The following exercise comes from p. 234 of Ierusalimschy's Programming in Lua (4th edition). (NB: Earlier in the book, the author explicitly rejects the word memoization, and insists on using memorization instead. Keep this in mind as you read the excerpt below.)
Exercise 23.3: Imagine you have to implement a memorizing table for a function from strings to strings. Making the table weak will not do the removal of entries, because weak tables do not consider strings as collectable objects. How can you implement memorization in that case?
I am stumped!
Part of my problem is that I have not been able to devise a way to bring about the (garbage) collection of a string.
In contrast, with a table, I can equip it with finalizer that will report when the table is about to be collected. Is there a way to confirm that a given string (and only that string) has been garbage-collected?
Another difficulty is simply figuring out what the desired function's specification is. The best I can do is to figure out what it isn't. Earlier in the book (p. 225), the author gave the following example of a "memorizing" function:
Imagine a generic server that takes requests in the form of strings with Lua code. Each time it gets a request, it runs
load
on the string, and then calls the resulting function. However,load
is an expensive function, and some commands to the server may be quite frequent. Instead of callingload
repeatedly each time it receives a common command like"closeconnection()"
, the server can memorize the results fromload
using an auxiliary table. Before callingload
, the server checks in the table whether the given string already has a translation. If it cannot find a match then (and only then) the server callsload
and stores the result into the table. We can pack this behavior in a new function:[standard memo(r)ized implementation omitted; see variant using a weak-value table below]
The savings with this scheme can be huge. However, it may also cause unsuspected waste. ALthough some commands epeat over and over, many other commands happen only once. Gradually, the ["memorizing"] table
results
accumulates all commands the server has ever received plus their respective codes; after enough time, this behavior will exhaust the server's memory.A weak table provides a simple solution to this problem. If the
results
table has weak values, each garbage-collection cycle will remove all translations not in use at that moment (which means virtually all of them)1:
local results = {}
setmetatable(results, {__mode = "v"}) -- make values weak
function mem_loadstring (s)
local res = results[s]
if res == nil then -- results not available?

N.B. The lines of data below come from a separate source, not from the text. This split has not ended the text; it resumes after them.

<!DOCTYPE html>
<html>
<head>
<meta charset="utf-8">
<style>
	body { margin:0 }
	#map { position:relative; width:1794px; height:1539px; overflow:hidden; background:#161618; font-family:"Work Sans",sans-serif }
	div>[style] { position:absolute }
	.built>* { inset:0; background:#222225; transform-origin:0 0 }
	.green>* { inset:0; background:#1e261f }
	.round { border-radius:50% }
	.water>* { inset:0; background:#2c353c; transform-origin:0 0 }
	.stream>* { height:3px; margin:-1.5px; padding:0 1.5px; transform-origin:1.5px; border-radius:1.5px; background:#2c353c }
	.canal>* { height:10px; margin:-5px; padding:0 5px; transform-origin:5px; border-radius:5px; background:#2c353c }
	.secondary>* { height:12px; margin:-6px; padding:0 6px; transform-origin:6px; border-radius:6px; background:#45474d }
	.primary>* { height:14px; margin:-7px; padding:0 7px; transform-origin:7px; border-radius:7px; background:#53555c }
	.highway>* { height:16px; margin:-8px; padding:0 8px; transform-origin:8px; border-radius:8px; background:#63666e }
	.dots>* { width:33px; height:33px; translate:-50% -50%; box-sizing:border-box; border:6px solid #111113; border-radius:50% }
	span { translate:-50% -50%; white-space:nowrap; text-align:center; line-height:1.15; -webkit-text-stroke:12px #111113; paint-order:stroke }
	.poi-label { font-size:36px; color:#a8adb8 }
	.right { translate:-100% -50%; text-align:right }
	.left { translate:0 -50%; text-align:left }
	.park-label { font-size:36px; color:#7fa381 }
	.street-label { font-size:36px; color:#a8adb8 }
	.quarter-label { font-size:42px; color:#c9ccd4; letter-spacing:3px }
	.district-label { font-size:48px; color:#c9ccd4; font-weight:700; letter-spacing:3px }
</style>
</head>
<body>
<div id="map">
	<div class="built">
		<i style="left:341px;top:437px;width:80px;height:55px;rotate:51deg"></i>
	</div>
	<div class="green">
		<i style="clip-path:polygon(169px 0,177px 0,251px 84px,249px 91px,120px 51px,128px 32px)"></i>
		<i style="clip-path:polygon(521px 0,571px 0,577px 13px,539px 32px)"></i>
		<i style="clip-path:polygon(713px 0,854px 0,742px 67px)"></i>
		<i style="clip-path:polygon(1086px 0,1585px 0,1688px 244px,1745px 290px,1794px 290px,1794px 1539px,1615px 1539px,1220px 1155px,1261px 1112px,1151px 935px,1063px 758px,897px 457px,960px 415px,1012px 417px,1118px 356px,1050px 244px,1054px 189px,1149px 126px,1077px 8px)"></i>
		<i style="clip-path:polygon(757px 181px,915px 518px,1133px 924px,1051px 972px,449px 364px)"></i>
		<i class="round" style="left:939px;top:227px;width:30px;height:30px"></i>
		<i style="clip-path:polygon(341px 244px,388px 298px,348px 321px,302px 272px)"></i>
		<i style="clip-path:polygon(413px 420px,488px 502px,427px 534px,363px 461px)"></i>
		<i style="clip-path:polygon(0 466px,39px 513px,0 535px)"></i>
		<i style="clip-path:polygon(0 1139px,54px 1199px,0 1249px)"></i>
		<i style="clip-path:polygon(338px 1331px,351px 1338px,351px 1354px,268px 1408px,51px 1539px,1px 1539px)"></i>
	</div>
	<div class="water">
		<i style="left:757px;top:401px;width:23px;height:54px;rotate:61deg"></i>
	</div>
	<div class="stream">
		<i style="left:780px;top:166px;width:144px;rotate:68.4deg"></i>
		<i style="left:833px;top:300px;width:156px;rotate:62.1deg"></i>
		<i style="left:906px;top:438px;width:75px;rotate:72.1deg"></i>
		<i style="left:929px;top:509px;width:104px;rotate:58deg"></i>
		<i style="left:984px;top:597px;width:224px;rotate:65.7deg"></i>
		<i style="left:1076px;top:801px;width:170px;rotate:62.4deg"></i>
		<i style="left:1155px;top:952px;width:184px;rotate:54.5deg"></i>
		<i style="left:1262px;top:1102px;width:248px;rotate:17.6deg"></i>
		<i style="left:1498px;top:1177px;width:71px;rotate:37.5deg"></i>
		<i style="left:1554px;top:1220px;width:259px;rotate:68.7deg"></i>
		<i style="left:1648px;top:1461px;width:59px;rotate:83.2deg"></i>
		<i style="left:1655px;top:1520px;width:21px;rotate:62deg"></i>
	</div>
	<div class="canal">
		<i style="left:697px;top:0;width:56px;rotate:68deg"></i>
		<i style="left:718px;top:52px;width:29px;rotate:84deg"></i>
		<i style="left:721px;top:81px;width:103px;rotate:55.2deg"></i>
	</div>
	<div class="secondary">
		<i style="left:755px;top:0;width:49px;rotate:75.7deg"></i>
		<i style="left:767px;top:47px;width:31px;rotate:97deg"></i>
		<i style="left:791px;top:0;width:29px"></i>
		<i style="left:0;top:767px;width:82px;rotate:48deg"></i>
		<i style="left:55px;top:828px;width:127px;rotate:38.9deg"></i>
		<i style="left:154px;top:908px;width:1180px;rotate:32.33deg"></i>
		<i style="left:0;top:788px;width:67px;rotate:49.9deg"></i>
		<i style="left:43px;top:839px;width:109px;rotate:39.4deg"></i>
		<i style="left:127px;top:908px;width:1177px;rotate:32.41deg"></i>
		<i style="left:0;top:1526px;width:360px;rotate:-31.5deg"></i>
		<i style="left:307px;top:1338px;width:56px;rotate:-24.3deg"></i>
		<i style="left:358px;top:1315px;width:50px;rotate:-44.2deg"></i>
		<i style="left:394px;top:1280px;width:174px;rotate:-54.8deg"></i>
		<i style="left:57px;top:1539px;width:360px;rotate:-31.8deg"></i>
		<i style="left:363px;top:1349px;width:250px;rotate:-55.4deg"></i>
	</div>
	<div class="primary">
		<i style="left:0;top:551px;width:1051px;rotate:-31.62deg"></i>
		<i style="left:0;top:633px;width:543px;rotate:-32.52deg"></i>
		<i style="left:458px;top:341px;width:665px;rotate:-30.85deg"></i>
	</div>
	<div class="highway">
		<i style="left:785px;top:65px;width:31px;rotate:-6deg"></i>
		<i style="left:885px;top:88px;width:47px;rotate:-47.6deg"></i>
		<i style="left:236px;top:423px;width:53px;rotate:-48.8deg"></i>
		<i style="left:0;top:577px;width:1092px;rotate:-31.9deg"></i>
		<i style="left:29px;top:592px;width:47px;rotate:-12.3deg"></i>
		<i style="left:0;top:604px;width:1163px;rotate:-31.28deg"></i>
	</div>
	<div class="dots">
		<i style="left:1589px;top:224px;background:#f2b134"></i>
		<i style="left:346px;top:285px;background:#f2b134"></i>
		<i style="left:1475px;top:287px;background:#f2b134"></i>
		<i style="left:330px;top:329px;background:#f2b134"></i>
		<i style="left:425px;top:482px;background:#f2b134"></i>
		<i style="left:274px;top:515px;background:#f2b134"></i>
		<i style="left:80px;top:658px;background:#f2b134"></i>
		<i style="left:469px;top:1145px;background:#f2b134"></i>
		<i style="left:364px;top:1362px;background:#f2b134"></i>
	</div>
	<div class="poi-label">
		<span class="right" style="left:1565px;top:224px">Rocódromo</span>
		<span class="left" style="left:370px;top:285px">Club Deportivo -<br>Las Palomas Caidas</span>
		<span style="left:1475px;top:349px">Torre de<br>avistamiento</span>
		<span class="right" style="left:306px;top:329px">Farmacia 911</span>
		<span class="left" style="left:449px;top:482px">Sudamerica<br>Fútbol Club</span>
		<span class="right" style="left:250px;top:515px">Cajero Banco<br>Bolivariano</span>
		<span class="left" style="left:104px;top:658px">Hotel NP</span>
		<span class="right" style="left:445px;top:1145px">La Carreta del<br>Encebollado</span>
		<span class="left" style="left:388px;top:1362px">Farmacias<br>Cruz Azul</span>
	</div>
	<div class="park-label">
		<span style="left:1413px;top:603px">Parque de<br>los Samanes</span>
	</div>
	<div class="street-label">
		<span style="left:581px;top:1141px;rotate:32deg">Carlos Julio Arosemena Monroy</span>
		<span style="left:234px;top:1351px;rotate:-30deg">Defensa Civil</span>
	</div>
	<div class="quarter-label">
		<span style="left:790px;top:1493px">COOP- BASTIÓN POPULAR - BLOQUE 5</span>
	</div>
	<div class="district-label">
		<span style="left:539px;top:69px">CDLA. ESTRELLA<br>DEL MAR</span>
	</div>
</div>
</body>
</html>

res = assert(load(s)) -- compute new results
result[s] = res -- save for later reuse
end
return res
end
As the original problem statement notes, this scheme won't work when the function to be memo(r)ized returns strings, because the garbage collector does not treat strings as "collectable".
Of course, if one is allowed to change the desired function's interface so that instead of returning a string, it returns a singleton table whose sole item is the real result string, then the problem becomes almost trivial, but I find it hard to believe that the author had such a crude "solution" in mind2.
In case it matters, I am using Lua 5.3.
1 As an aside, if the rationale for memo(r)ization is to avoid invoking load
more often than necessary, the scheme proposed by the author does not make sense to me. It seems to me that this scheme is based on the assumption (a heuristic, really) that a translation that is used frequently, and thus would pay to memo(r)ize, is also one that is always reachable (and hence not collectable). I don't see why this should necessarily, or even likely, be the case.
2 One may be able to put lipstick on this pig in the form of a __tostring
method that would allow the table (the one returned by the memo(r)ized function) to masquerade as a string in certain contexts; it's still a pig, though.
Your idea is correct: wrap string into a table (because table is collectable).
function memormoize (func_from_string_to_string)
local cached = {}
setmetatable(cached, {__mode = "v"})
return
function(s)
local c = cached[s] or {func_from_string_to_string(s)}
cached[s] = c
return c[1]
end
end
And I see no pigs in this solution :-)
one that is always reachable (and hence not collectable). I don't see why this should necessarily, or even likely, be the case.
There will be no "always reachable" items in a weak table.
But most frequent items will be recalculated only once per GC cycle.
The ideal solution (never collect frequently used items) would require more complex implementation.
For example, you can move items from normal cache to weak cache when item's "inactivity timer" reaches some threshold.